Granoche applaude Lescano: «La punta giusta per la Triestina di Tesser»
TRIESTE Dallo scorso anno Pablo Granoche fa il vice di Allegretti sulla panchina della Clivense, ma il filo che continua a legare El Diablo alla Triestina è sempre molto forte. Non solo per il suo affetto per Trieste e perché lavora a braccetto con il sempre popolare ex capitano alabardato, ma anche perché nell’attuale Unione c’è un altro sudamericano come lui che segna gol a grappoli come Lescano. Senza dimenticare che Pablo conosce bene anche Tesser.
Granoche, uno sguardo a cosa fa la Triestina lo dà sempre?
Certo, so del gran campionato che sta facendo, conosco bene il mister che mi ha allenato in serie A con il Novara. Appena ho saputo che andava a Trieste ho mandato subito un in bocca al lupo a Tesser. So delle sue qualità come allenatore e come persona, ha creato una squadra forte e sono sicuro che se la giocheranno fino alla fine.

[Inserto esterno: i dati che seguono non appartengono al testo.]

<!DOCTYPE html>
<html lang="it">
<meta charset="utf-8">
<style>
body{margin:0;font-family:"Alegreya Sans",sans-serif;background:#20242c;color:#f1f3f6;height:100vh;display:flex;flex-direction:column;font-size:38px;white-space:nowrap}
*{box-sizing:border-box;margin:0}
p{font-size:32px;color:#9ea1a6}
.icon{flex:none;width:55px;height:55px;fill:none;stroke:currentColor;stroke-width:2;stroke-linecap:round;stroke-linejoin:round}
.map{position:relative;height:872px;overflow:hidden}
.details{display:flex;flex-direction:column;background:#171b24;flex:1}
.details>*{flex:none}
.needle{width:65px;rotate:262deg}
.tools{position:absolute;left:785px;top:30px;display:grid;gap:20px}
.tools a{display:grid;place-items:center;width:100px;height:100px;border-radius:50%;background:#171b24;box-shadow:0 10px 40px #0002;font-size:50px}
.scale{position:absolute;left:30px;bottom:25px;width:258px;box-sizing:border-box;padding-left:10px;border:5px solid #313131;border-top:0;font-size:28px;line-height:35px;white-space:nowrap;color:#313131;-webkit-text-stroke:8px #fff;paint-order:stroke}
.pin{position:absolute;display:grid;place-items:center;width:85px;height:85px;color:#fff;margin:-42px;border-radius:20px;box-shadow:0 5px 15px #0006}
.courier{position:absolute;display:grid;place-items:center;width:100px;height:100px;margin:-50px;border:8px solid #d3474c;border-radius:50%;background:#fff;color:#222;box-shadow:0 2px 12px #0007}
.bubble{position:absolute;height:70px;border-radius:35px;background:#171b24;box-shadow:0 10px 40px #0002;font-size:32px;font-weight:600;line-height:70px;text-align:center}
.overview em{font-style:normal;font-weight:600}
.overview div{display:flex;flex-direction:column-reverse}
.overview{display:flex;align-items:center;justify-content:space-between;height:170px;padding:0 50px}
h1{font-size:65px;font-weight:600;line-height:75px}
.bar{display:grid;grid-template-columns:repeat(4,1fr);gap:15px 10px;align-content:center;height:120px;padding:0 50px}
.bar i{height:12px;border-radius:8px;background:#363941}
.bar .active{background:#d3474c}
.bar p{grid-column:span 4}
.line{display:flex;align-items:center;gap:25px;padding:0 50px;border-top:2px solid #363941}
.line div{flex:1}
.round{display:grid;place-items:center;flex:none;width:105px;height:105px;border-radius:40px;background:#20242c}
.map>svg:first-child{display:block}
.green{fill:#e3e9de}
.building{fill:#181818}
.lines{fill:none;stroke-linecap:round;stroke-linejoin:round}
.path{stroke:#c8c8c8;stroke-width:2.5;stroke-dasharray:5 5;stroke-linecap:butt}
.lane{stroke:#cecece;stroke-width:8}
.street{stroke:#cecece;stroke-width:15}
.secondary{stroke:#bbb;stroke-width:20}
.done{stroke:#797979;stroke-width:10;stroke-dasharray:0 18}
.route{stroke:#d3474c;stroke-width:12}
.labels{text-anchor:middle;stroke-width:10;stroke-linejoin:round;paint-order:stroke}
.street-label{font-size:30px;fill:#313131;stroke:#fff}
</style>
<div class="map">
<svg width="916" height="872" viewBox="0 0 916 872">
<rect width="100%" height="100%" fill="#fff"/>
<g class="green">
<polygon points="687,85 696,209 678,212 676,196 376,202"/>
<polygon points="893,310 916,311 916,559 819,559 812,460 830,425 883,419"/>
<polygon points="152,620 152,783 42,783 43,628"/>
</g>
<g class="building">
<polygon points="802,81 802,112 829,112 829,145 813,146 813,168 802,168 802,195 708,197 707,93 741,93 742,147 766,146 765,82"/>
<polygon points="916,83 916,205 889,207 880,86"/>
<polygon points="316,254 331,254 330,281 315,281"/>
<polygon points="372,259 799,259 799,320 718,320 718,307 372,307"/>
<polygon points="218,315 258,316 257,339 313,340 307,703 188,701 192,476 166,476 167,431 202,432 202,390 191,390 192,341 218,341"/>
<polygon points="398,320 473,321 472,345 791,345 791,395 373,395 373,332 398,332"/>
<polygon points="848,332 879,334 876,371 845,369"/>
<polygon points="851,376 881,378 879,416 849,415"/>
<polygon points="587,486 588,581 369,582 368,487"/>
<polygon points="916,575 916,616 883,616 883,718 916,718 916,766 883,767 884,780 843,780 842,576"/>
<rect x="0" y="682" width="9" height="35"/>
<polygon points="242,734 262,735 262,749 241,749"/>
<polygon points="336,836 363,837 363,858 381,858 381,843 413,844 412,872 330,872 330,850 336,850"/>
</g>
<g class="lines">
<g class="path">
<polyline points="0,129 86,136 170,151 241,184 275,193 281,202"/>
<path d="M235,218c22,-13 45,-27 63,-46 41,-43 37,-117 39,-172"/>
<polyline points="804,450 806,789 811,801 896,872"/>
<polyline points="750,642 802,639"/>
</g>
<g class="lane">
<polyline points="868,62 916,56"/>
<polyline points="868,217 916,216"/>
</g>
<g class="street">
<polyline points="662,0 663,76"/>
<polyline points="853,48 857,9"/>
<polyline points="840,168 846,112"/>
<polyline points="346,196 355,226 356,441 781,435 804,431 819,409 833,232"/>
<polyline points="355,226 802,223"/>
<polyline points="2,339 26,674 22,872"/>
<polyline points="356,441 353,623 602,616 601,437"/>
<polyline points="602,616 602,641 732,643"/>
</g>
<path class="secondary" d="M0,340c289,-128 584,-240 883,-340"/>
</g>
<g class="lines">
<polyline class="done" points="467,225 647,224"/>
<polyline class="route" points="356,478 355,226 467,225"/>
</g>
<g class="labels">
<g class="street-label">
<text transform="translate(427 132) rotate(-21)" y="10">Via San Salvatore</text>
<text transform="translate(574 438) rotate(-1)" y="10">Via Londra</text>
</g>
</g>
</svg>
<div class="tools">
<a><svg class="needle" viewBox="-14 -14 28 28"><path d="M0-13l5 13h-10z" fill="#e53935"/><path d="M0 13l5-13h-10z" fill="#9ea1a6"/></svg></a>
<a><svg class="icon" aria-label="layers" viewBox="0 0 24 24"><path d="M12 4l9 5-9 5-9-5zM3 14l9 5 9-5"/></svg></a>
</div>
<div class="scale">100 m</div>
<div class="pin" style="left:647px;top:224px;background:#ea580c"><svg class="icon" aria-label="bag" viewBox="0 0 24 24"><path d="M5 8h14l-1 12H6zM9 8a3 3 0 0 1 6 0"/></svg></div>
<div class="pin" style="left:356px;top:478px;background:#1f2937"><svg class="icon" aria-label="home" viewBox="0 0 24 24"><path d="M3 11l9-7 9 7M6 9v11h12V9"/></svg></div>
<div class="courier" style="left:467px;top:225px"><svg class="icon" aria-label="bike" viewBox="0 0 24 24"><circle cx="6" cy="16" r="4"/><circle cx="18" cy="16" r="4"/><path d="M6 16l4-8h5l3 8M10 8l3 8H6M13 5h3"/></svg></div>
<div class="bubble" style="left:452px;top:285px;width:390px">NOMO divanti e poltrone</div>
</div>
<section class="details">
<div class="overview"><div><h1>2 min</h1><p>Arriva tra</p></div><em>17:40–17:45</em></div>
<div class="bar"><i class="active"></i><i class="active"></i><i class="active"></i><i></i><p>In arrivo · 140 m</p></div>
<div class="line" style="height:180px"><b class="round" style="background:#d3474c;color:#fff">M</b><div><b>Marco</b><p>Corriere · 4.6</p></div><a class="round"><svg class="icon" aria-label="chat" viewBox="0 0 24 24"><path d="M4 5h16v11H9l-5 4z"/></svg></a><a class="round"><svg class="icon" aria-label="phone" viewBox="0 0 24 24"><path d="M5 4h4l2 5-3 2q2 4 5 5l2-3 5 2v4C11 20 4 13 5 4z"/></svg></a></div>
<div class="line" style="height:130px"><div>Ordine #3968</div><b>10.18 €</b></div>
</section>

Ora c’è un altro sudamericano che sta facendo sognare i tifosi a suon di gol: che effetto fa?
Lescano sta facendo molto bene, sono contento ci sia di nuovo un attaccante che segna tanto e si prende l’attacco sulle spalle. Quando ero alla Triestina l’avevo affrontato contro la Sambenedettese (l’Unione fu sconfitta nelle Marche proprio con un gol di Lescano, ndr), mi aveva già fatto un’ottima impressione. La strada è ancora lunga, ma ha le qualità per fare il bene della Triestina e gli auguro tutto il bene possibile.
Lescano sta tenendo una media simile a quel suo strepitoso primo anno con la maglia allabardata: può proseguire così?
Gli auguro di continuare cosi, anche se non è facile, perché la serie C è un campionato molto complicato. Ma spero possa continuare a segnare spesso perché una squadra che ha obiettivi importanti come la Triestina ha bisogno di un attacco che faccia tanti gol.
Che tipo di attaccante è?
Un attaccante completo, non ha solo il colpo di testa o il piede destro, è una punta moderna. E soprattutto si sposa perfettamente con le caratteristiche del mister, sta molto bene nel sistema e nel tipo di gioco di Tesser che conosco bene.
E lei di quel suo primo anno a Trieste cosa ricorda?
Ho sempre un ricordo meraviglioso, che però ha il sapore amaro nel finale per l’infortunio. Per me si stava già parlando di squadre importanti, me la stavo giocando per la classifica di capocannoniere con Godeas che era al Mantova, poi quel giorno cambiò tutto.
È sempre rimasto però fra i più amati dai tifosi, anche dopo il suo ritorno.
Lo so, e il mio rapporto Trieste è sempre bellissimo, ho ancora tanti amici che sento e qualche volta passo a salutare. Ho vissuto 5 anni della mia carriera lì, due di B e tre di C, la mia famiglia e i miei figli sono stati benissimo e ci torno sempre volentieri. Anzi, sono stato anche invitato a vedere la Triestina, spero presto di venire anche se dipende sempre dagli impegni con la mia squadra.
Già, la sua esperienza come vice di Allegretti alla Clivense: come va?
Bene, siamo partiti l’anno scorso vincendo l’Eccellenza, ora ce la giochiamo in D che ovviamente è un campionato diverso, con più qualità ed equilibrio.
C’è il progetto di fare l’allenatore titolare prima o poi?
Non so cosa mi riserva il futuro, per ora mi sto godendo questa esperienza nuova per me, cercando di imparare il più possibile stando dall’altra parte rispetto ai giocatori.